* Description of the task: Starting at the first line, copy the data below through to the end, exactly.

....

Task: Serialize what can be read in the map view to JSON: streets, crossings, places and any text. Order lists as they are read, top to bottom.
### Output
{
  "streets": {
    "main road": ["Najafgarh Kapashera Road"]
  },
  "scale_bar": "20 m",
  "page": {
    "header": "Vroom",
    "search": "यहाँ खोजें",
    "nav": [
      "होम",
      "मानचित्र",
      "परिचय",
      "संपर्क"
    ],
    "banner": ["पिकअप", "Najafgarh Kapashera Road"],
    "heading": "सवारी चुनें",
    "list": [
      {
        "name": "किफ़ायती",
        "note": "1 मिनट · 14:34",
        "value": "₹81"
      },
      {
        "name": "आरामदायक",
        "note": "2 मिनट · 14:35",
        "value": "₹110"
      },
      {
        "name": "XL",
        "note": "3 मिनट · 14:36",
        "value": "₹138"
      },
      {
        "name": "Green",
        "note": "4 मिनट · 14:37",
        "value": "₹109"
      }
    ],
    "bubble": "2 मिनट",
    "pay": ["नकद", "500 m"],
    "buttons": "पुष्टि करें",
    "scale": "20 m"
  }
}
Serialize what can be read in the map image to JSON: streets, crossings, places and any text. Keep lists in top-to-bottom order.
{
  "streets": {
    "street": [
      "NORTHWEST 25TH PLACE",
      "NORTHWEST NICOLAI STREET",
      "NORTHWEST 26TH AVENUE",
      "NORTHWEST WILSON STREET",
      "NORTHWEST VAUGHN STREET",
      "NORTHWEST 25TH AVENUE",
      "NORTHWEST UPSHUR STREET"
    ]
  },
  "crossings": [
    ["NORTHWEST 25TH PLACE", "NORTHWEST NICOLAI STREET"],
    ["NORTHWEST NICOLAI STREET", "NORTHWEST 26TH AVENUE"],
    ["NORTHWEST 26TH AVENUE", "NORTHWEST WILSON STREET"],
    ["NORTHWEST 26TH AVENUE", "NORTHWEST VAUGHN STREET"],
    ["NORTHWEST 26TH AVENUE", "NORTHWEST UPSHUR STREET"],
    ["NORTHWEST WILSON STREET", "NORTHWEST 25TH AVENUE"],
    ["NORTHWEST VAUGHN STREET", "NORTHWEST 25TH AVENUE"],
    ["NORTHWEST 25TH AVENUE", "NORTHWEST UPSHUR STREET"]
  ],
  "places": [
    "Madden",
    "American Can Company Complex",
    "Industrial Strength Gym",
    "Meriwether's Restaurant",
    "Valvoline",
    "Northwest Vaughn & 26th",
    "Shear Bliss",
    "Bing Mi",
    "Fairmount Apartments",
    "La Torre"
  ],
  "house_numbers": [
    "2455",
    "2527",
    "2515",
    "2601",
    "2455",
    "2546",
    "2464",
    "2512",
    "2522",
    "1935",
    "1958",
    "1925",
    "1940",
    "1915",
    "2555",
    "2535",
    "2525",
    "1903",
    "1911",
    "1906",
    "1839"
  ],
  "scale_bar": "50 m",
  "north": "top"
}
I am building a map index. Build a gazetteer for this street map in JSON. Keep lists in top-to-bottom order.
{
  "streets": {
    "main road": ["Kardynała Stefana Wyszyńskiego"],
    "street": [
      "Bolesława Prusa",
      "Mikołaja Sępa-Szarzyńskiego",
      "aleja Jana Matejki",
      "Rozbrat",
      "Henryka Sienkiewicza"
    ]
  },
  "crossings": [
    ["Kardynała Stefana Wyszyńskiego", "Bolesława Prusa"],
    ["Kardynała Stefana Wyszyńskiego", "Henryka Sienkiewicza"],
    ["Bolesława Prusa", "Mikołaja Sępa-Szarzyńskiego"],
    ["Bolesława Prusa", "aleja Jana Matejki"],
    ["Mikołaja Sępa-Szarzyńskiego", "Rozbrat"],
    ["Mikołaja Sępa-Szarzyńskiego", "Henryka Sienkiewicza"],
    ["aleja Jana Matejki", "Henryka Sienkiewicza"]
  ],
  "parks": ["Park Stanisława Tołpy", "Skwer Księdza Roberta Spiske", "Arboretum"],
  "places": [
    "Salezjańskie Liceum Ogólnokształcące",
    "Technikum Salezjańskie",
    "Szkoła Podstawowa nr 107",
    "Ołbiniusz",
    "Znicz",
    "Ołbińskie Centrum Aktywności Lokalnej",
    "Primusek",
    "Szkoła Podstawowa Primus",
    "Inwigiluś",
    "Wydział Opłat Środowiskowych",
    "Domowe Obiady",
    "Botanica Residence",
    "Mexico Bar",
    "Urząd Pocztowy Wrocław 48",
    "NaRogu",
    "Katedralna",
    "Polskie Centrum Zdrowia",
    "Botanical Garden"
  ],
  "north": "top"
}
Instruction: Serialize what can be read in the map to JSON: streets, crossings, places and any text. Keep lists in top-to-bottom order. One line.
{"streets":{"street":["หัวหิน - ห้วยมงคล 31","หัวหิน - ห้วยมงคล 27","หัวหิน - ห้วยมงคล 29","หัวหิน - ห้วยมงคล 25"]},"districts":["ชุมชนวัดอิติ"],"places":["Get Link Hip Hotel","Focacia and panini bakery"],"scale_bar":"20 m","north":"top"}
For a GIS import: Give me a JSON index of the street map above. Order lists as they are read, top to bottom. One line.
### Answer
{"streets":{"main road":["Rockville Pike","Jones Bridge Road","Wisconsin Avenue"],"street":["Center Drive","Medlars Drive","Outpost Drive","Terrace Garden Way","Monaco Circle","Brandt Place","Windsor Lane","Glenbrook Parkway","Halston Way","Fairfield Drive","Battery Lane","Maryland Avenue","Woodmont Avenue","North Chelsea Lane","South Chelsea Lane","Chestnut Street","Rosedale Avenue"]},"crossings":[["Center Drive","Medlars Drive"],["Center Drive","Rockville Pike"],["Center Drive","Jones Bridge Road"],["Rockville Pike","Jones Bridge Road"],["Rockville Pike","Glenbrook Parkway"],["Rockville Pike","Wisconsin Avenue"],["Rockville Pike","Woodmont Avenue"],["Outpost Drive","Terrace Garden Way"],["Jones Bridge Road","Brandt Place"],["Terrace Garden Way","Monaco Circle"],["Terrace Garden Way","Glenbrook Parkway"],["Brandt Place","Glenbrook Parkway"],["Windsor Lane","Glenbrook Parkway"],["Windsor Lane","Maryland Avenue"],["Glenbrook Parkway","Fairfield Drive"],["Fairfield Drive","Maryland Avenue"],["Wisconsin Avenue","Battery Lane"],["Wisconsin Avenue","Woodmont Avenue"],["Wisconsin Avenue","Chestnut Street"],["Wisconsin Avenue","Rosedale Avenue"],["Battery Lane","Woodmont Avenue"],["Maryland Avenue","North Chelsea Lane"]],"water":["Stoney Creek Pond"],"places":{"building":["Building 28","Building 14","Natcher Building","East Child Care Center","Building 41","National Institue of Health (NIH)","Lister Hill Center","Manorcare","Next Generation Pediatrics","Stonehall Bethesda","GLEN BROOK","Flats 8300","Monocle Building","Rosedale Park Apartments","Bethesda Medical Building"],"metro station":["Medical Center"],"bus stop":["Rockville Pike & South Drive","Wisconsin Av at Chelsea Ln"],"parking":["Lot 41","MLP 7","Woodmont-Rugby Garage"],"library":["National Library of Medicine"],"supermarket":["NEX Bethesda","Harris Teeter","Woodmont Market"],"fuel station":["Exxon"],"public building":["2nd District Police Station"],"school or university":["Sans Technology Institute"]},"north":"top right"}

....

* Result below:
Task: Serialize what can be read in the map view to JSON: streets, crossings, places and any text. Order lists as they are read, top to bottom.
### Output
{
  "streets": {
    "main road": ["Najafgarh Kapashera Road"]
  },
  "scale_bar": "20 m",
  "page": {
    "header": "Vroom",
    "search": "यहाँ खोजें",
    "nav": [
      "होम",
      "मानचित्र",
      "परिचय",
      "संपर्क"
    ],
    "banner": ["पिकअप", "Najafgarh Kapashera Road"],
    "heading": "सवारी चुनें",
    "list": [
      {
        "name": "किफ़ायती",
        "note": "1 मिनट · 14:34",
        "value": "₹81"
      },
      {
        "name": "आरामदायक",
        "note": "2 मिनट · 14:35",
        "value": "₹110"
      },
      {
        "name": "XL",
        "note": "3 मिनट · 14:36",
        "value": "₹138"
      },
      {
        "name": "Green",
        "note": "4 मिनट · 14:37",
        "value": "₹109"
      }
    ],
    "bubble": "2 मिनट",
    "pay": ["नकद", "500 m"],
    "buttons": "पुष्टि करें",
    "scale": "20 m"
  }
}
Serialize what can be read in the map image to JSON: streets, crossings, places and any text. Keep lists in top-to-bottom order.
{
  "streets": {
    "street": [
      "NORTHWEST 25TH PLACE",
      "NORTHWEST NICOLAI STREET",
      "NORTHWEST 26TH AVENUE",
      "NORTHWEST WILSON STREET",
      "NORTHWEST VAUGHN STREET",
      "NORTHWEST 25TH AVENUE",
      "NORTHWEST UPSHUR STREET"
    ]
  },
  "crossings": [
    ["NORTHWEST 25TH PLACE", "NORTHWEST NICOLAI STREET"],
    ["NORTHWEST NICOLAI STREET", "NORTHWEST 26TH AVENUE"],
    ["NORTHWEST 26TH AVENUE", "NORTHWEST WILSON STREET"],
    ["NORTHWEST 26TH AVENUE", "NORTHWEST VAUGHN STREET"],
    ["NORTHWEST 26TH AVENUE", "NORTHWEST UPSHUR STREET"],
    ["NORTHWEST WILSON STREET", "NORTHWEST 25TH AVENUE"],
    ["NORTHWEST VAUGHN STREET", "NORTHWEST 25TH AVENUE"],
    ["NORTHWEST 25TH AVENUE", "NORTHWEST UPSHUR STREET"]
  ],
  "places": [
    "Madden",
    "American Can Company Complex",
    "Industrial Strength Gym",
    "Meriwether's Restaurant",
    "Valvoline",
    "Northwest Vaughn & 26th",
    "Shear Bliss",
    "Bing Mi",
    "Fairmount Apartments",
    "La Torre"
  ],
  "house_numbers": [
    "2455",
    "2527",
    "2515",
    "2601",
    "2455",
    "2546",
    "2464",
    "2512",
    "2522",
    "1935",
    "1958",
    "1925",
    "1940",
    "1915",
    "2555",
    "2535",
    "2525",
    "1903",
    "1911",
    "1906",
    "1839"
  ],
  "scale_bar": "50 m",
  "north": "top"
}
I am building a map index. Build a gazetteer for this street map in JSON. Keep lists in top-to-bottom order.
{
  "streets": {
    "main road": ["Kardynała Stefana Wyszyńskiego"],
    "street": [
      "Bolesława Prusa",
      "Mikołaja Sępa-Szarzyńskiego",
      "aleja Jana Matejki",
      "Rozbrat",
      "Henryka Sienkiewicza"
    ]
  },
  "crossings": [
    ["Kardynała Stefana Wyszyńskiego", "Bolesława Prusa"],
    ["Kardynała Stefana Wyszyńskiego", "Henryka Sienkiewicza"],
    ["Bolesława Prusa", "Mikołaja Sępa-Szarzyńskiego"],
    ["Bolesława Prusa", "aleja Jana Matejki"],
    ["Mikołaja Sępa-Szarzyńskiego", "Rozbrat"],
    ["Mikołaja Sępa-Szarzyńskiego", "Henryka Sienkiewicza"],
    ["aleja Jana Matejki", "Henryka Sienkiewicza"]
  ],
  "parks": ["Park Stanisława Tołpy", "Skwer Księdza Roberta Spiske", "Arboretum"],
  "places": [
    "Salezjańskie Liceum Ogólnokształcące",
    "Technikum Salezjańskie",
    "Szkoła Podstawowa nr 107",
    "Ołbiniusz",
    "Znicz",
    "Ołbińskie Centrum Aktywności Lokalnej",
    "Primusek",
    "Szkoła Podstawowa Primus",
    "Inwigiluś",
    "Wydział Opłat Środowiskowych",
    "Domowe Obiady",
    "Botanica Residence",
    "Mexico Bar",
    "Urząd Pocztowy Wrocław 48",
    "NaRogu",
    "Katedralna",
    "Polskie Centrum Zdrowia",
    "Botanical Garden"
  ],
  "north": "top"
}
Instruction: Serialize what can be read in the map to JSON: streets, crossings, places and any text. Keep lists in top-to-bottom order. One line.
{"streets":{"street":["หัวหิน - ห้วยมงคล 31","หัวหิน - ห้วยมงคล 27","หัวหิน - ห้วยมงคล 29","หัวหิน - ห้วยมงคล 25"]},"districts":["ชุมชนวัดอิติ"],"places":["Get Link Hip Hotel","Focacia and panini bakery"],"scale_bar":"20 m","north":"top"}
For a GIS import: Give me a JSON index of the street map above. Order lists as they are read, top to bottom. One line.
### Answer
{"streets":{"main road":["Rockville Pike","Jones Bridge Road","Wisconsin Avenue"],"street":["Center Drive","Medlars Drive","Outpost Drive","Terrace Garden Way","Monaco Circle","Brandt Place","Windsor Lane","Glenbrook Parkway","Halston Way","Fairfield Drive","Battery Lane","Maryland Avenue","Woodmont Avenue","North Chelsea Lane","South Chelsea Lane","Chestnut Street","Rosedale Avenue"]},"crossings":[["Center Drive","Medlars Drive"],["Center Drive","Rockville Pike"],["Center Drive","Jones Bridge Road"],["Rockville Pike","Jones Bridge Road"],["Rockville Pike","Glenbrook Parkway"],["Rockville Pike","Wisconsin Avenue"],["Rockville Pike","Woodmont Avenue"],["Outpost Drive","Terrace Garden Way"],["Jones Bridge Road","Brandt Place"],["Terrace Garden Way","Monaco Circle"],["Terrace Garden Way","Glenbrook Parkway"],["Brandt Place","Glenbrook Parkway"],["Windsor Lane","Glenbrook Parkway"],["Windsor Lane","Maryland Avenue"],["Glenbrook Parkway","Fairfield Drive"],["Fairfield Drive","Maryland Avenue"],["Wisconsin Avenue","Battery Lane"],["Wisconsin Avenue","Woodmont Avenue"],["Wisconsin Avenue","Chestnut Street"],["Wisconsin Avenue","Rosedale Avenue"],["Battery Lane","Woodmont Avenue"],["Maryland Avenue","North Chelsea Lane"]],"water":["Stoney Creek Pond"],"places":{"building":["Building 28","Building 14","Natcher Building","East Child Care Center","Building 41","National Institue of Health (NIH)","Lister Hill Center","Manorcare","Next Generation Pediatrics","Stonehall Bethesda","GLEN BROOK","Flats 8300","Monocle Building","Rosedale Park Apartments","Bethesda Medical Building"],"metro station":["Medical Center"],"bus stop":["Rockville Pike & South Drive","Wisconsin Av at Chelsea Ln"],"parking":["Lot 41","MLP 7","Woodmont-Rugby Garage"],"library":["National Library of Medicine"],"supermarket":["NEX Bethesda","Harris Teeter","Woodmont Market"],"fuel station":["Exxon"],"public building":["2nd District Police Station"],"school or university":["Sans Technology Institute"]},"north":"top right"}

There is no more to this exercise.